__Task requirements__.
Copy each line of the material in which the word "value" appears.

__Records for the exercise__.
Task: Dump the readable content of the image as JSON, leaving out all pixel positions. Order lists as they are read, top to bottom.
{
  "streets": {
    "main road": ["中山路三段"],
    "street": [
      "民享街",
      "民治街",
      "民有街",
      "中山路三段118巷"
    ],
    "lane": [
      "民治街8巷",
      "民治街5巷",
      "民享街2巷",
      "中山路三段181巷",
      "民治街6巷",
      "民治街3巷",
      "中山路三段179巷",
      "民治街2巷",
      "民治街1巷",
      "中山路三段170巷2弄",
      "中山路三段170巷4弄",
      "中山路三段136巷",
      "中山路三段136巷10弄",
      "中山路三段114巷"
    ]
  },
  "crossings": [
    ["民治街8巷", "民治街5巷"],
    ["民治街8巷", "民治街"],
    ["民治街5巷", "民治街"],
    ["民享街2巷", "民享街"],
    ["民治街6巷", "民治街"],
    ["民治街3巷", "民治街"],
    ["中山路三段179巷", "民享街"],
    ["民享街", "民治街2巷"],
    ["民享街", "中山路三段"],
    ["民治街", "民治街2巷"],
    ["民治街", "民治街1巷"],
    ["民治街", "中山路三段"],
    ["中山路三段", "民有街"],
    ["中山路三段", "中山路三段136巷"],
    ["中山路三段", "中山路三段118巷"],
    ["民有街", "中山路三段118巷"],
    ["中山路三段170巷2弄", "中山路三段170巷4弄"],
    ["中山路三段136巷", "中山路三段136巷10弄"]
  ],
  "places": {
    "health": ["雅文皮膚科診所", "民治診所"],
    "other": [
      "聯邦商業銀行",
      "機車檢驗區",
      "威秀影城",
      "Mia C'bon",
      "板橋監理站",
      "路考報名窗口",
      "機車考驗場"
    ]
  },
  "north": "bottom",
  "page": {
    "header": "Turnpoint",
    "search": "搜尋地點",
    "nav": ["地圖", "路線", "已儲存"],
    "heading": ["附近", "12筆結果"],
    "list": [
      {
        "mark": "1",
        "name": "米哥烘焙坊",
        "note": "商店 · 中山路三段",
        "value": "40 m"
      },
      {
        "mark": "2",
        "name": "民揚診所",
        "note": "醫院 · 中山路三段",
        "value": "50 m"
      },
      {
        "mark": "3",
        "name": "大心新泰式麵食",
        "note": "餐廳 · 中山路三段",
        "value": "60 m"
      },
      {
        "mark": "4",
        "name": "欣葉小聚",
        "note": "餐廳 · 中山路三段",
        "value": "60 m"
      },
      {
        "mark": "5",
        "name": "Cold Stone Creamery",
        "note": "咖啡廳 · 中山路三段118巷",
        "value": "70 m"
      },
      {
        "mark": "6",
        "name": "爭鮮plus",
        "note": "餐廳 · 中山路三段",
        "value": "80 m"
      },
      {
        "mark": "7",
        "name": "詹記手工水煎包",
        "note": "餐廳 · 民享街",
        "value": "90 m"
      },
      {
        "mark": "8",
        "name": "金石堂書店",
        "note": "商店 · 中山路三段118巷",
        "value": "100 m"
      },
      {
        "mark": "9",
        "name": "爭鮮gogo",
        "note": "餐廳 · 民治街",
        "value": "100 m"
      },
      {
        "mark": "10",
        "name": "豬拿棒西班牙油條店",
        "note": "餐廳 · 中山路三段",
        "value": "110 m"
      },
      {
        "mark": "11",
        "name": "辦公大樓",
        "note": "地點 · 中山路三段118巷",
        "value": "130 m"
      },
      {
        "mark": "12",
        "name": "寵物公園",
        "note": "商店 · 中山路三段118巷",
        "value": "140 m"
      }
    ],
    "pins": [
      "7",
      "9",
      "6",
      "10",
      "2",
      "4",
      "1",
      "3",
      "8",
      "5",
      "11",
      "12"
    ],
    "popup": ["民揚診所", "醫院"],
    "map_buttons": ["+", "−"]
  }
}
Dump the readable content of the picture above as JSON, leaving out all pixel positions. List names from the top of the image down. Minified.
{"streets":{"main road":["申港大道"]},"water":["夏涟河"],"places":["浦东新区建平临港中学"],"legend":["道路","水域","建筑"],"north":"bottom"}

__Answer to the problem__.
        "value": "40 m"
        "value": "50 m"
        "value": "60 m"
        "value": "60 m"
        "value": "70 m"
        "value": "80 m"
        "value": "90 m"
        "value": "100 m"
        "value": "100 m"
        "value": "110 m"
        "value": "130 m"
        "value": "140 m"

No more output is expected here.